RESULTS: Here, we present the Omics Dataset Curation Toolkit (OMD Curation Toolkit), a python3 package designed to accompany and guide the researcher during the curation process of metadata and fastq files of public omics datasets. This workflow provides a standardized framework with multiple capabilities (collection, control check, treatment and integration) to facilitate the arduous task of curating public sequencing data projects. While centered on the European Nucleotide Archive (ENA), the majority of the provided tools are generic and can be used to curate datasets from different sources.

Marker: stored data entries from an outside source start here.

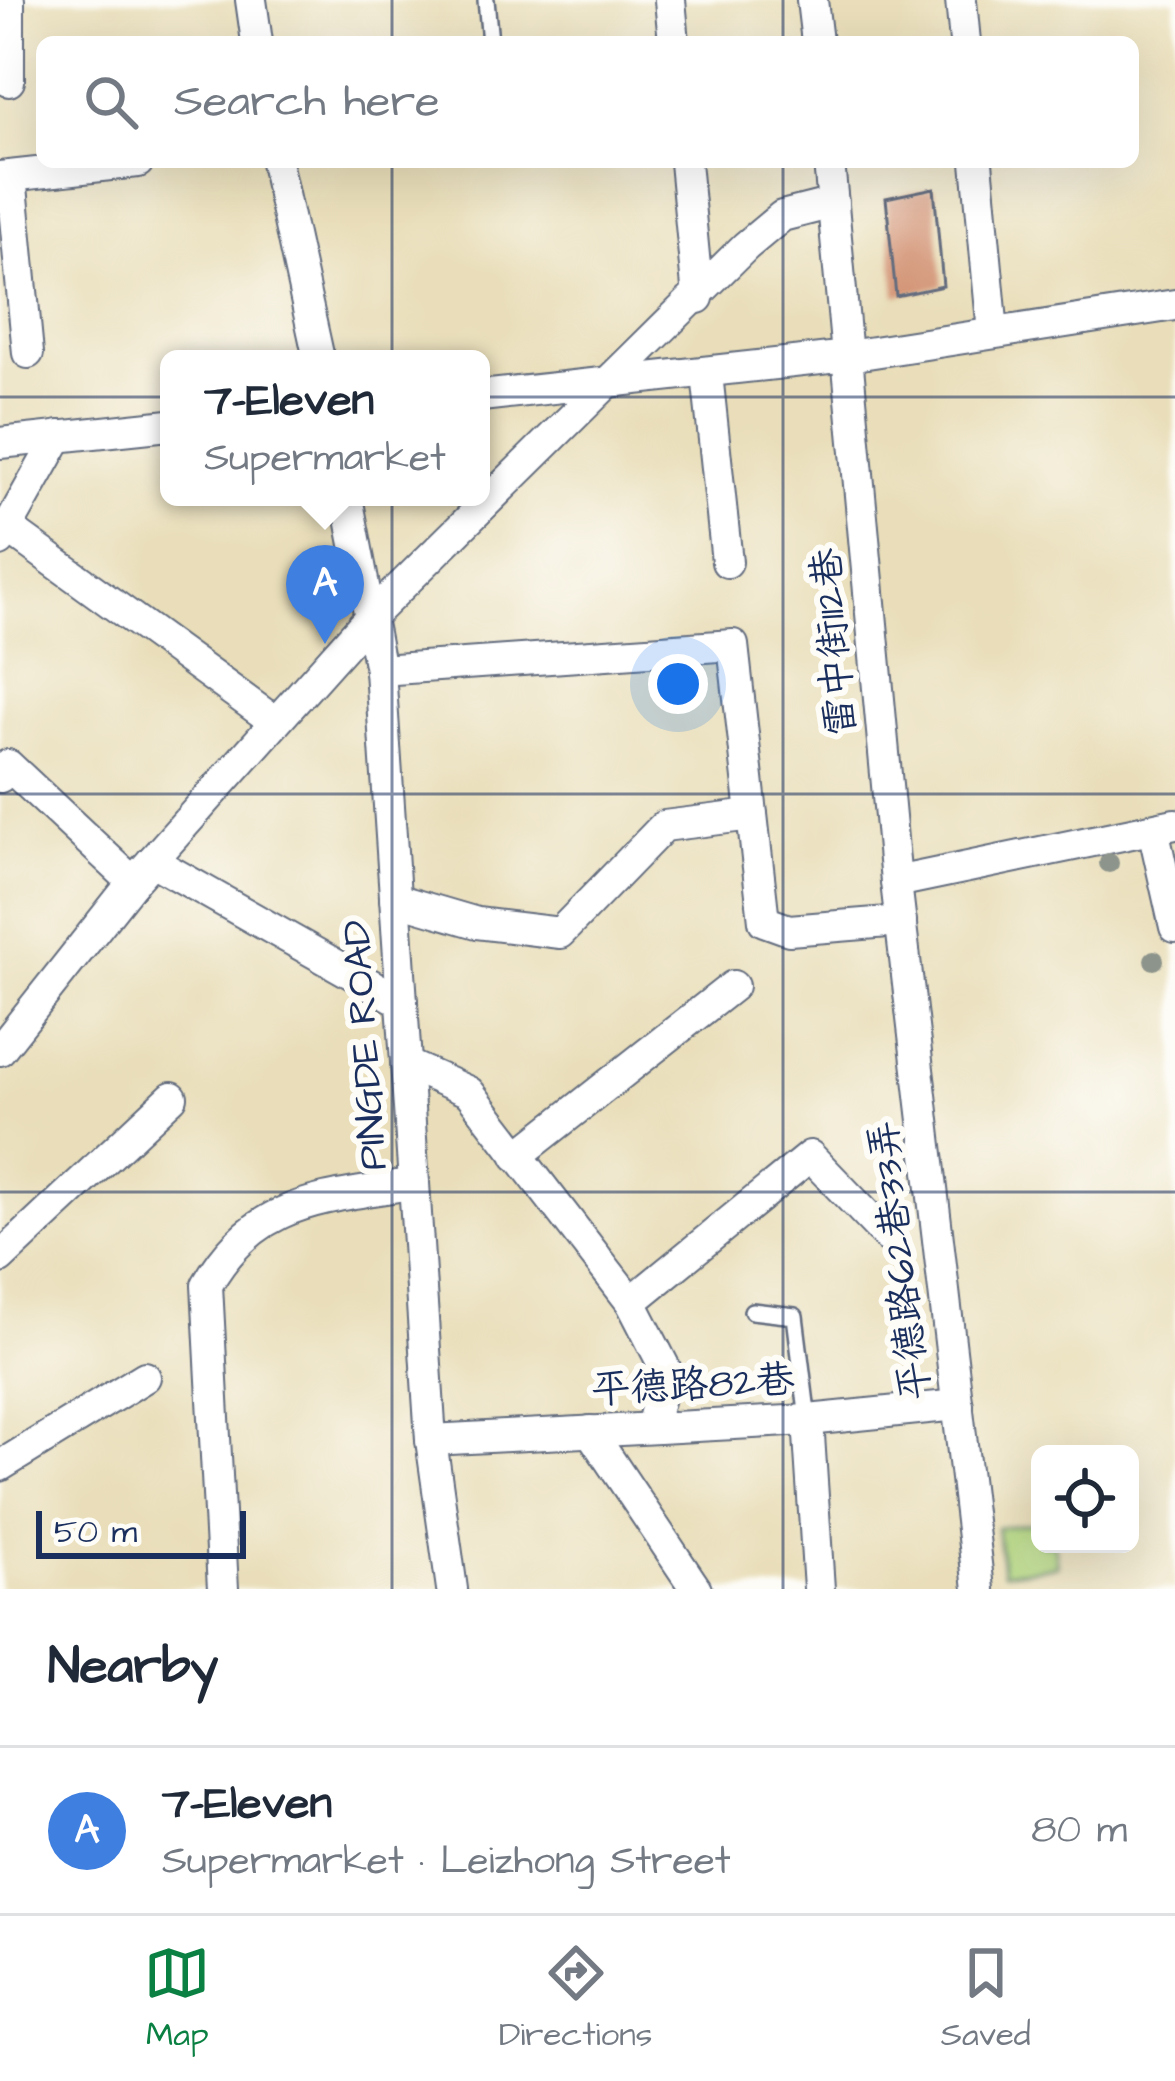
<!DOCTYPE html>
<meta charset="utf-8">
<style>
body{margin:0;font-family:"Architects Daughter","LXGW WenKai TC",sans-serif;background:#f2f2f3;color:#1f2937}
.controls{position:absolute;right:36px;bottom:36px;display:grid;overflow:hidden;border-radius:18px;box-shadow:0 12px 48px #0002}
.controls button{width:108px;height:108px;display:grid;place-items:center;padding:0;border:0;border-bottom:3px solid #e0e1e3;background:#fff;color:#1f2937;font:60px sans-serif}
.scale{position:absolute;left:36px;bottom:30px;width:210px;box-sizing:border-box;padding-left:12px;border:6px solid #1b2f5e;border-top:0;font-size:33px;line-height:42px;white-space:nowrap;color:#1b2f5e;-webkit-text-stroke:9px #fdfcf7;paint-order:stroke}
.you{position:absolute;left:678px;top:684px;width:42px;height:42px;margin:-30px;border:9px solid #fff;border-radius:50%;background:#1a73e8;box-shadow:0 0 0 18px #1a73e833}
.badge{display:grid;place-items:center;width:78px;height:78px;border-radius:50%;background:#0b8043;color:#fff;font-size:39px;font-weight:700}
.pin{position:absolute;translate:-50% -99px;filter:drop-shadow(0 3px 6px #0008)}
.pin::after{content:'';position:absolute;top:63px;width:42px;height:36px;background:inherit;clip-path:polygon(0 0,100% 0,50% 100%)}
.popup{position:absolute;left:160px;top:350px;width:330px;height:156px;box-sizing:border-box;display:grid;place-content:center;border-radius:18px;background:#fff;filter:drop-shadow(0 3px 9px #0005);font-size:39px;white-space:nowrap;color:#747a83}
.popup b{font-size:45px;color:#1f2937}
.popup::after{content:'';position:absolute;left:50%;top:100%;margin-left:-24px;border:24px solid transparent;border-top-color:#fff}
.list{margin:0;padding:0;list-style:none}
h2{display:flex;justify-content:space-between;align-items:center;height:156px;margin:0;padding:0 48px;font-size:51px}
h2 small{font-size:39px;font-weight:400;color:#747a83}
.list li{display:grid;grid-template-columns:78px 1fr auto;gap:36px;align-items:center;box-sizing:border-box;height:168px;padding:0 48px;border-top:3px solid #e0e1e3}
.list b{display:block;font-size:45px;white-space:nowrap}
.list p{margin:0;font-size:39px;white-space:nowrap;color:#747a83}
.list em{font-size:39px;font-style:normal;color:#747a83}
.icon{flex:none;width:66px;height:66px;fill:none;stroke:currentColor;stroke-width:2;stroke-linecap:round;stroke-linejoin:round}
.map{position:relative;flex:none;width:1175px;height:1589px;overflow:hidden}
.search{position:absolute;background:#fff;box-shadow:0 12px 48px #0002;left:36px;right:36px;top:36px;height:132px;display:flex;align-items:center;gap:30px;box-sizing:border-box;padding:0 42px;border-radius:18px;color:#747a83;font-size:45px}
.sheet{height:324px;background:#fff}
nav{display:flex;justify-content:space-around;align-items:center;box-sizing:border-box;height:168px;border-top:3px solid #e0e1e3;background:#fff;font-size:33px;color:#747a83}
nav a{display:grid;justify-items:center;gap:6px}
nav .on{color:#0b8043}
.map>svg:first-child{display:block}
</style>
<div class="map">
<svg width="1175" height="1589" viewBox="0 0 1175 1589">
<rect width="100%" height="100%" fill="#fdfcf7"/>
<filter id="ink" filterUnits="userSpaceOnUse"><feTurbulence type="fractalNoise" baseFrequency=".00833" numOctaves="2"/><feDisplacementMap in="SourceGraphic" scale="24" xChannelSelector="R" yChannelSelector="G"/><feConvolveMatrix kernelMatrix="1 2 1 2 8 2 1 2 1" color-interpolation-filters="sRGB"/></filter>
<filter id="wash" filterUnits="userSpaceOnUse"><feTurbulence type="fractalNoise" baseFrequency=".004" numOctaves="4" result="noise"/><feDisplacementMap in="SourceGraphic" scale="48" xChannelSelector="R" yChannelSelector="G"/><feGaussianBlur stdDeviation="2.7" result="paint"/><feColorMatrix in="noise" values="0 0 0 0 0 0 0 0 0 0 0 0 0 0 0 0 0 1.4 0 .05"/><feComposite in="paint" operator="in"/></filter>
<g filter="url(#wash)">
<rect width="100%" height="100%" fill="#e9deb9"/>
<!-- green -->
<polygon fill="#b2d57e" stroke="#66826e" stroke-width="3" points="1040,1522 1040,1544 1054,1544 1057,1566 1003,1573 997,1528"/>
<g id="blocks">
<!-- building -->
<polygon fill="#d49779" points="934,188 943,286 896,296 886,198"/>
</g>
</g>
<g filter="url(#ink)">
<use href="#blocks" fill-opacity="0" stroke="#636c7e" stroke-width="3"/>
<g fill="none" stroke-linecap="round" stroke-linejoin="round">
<!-- service casing -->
<g stroke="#636c7e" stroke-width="20">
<g id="service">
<polyline points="486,0 490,42"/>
<polyline points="752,1311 795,1316 808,1420"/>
</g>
</g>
<!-- minor casing -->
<g stroke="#636c7e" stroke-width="34">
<g id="minor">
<polyline points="251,0 257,42"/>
<polyline points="670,0 674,42"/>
<polyline points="812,0 817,42"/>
<polyline points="961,0 965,42"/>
<polyline points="9,81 9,0"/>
<polyline points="276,162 319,359"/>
<polyline points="685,162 698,298"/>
<polyline points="829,162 896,882 979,1589"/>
<polyline points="977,162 993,333"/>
<polyline points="11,176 28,353"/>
<polyline points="0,177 138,162"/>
<polyline points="707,374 727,562"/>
<polyline points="481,396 848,356 1175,305"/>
<polyline points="0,443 169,425"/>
<polyline points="347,497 380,670 431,1440 452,1589"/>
<polyline points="8,528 274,721"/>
<polyline points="0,541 59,436"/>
<polyline points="380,670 733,645 764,921 789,930 901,921"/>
<polyline points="0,777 8,765 133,882"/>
<polyline points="1153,829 1175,927"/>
<polyline points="152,861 402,1002"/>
<polyline points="896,882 1175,824"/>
<polyline points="395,899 477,923 560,933 664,826 752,815"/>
<polyline points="0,1050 133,882 369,618 746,246 782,216 833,203"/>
<polyline points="406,1064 469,1092 631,1302 666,1370 651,1428"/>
<polyline points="517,1156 733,986"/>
<polyline points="0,1258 172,1097"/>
<polyline points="631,1302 810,1156 887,1236"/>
<polyline points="808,1420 819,1589"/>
<polyline points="590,1431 696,1589"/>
<polyline points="431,1440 808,1420 958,1405"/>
<polyline points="0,1466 145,1377"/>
<path d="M223 1589 207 1285C257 1197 323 1200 414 1183"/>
</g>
</g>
<!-- service -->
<use href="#service" stroke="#fff" stroke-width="15"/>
<!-- minor -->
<use href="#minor" stroke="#fff" stroke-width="30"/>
</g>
<!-- trees -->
<g fill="#8d948b">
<circle cx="1109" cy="863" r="10"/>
<circle cx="1154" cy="960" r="10"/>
</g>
</g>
<!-- grid -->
<path fill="none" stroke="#1b2f5e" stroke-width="3" stroke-opacity="0.55" d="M392 0V42M783 0V42M392 162V1589M783 162V1589M0 397H1175M0 794H1175M0 1192H1175"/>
<g text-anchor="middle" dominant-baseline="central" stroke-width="12" stroke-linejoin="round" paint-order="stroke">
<!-- street labels -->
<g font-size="39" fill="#1b2f5e" stroke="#fdfcf7">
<text transform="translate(835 642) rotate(-95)">雷中街112巷</text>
<text transform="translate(366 1045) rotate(-94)">PINGDE ROAD</text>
<text transform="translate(901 1260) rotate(-97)">平德路62巷33弄</text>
<text transform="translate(693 1386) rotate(-3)">平德路82巷</text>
</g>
</g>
</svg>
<div class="controls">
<button><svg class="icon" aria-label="locate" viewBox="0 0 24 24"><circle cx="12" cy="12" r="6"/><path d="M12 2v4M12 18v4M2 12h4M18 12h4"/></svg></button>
</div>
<div class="scale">50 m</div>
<div class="you"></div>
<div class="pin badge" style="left:325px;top:644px;background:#3f7fe0">A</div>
<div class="popup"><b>7-Eleven</b>Supermarket</div>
<div class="search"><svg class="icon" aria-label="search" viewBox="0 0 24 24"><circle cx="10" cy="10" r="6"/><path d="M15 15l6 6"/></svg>Search here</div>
</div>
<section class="sheet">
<h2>Nearby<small></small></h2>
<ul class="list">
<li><span class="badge" style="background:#3f7fe0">A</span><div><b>7-Eleven</b><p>Supermarket · Leizhong Street</p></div><em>80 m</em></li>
</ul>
</section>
<nav>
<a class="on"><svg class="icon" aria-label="map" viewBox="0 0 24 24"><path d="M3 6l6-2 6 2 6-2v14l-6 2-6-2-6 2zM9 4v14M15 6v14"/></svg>Map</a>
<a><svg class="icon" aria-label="directions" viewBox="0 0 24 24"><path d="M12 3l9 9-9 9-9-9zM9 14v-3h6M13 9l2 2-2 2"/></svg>Directions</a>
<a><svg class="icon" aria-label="saved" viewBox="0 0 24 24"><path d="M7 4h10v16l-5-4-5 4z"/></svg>Saved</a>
</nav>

CONCLUSIONS: Thus, it offers valuable tools for the in-house curation previously needed to re-use public omics data. Due to its workflow structure and capabilities, it can be easily used and benefit investigators in developing novel omics meta-analyses based on sequencing data.
结果:这里,我们介绍了OMD固化工具包(OMD固化工具包),一个python3软件包,旨在在公共组学数据集的元数据和fastq文件的策展过程中陪伴和指导研究人员。此工作流提供了具有多种功能(集合,控制检查,处理和整合),以促进策划公共测序数据项目的艰巨任务。虽然以欧洲核苷酸档案(ENA)为中心,提供的大多数工具都是通用的,可用于管理来自不同来源的数据集。
结论:因此,它为以前重新使用公共组学数据所需的内部策展提供了有价值的工具。由于其工作流结构和功能,在基于测序数据开发新的组学荟萃分析中,它可以很容易地使用,并使研究者受益.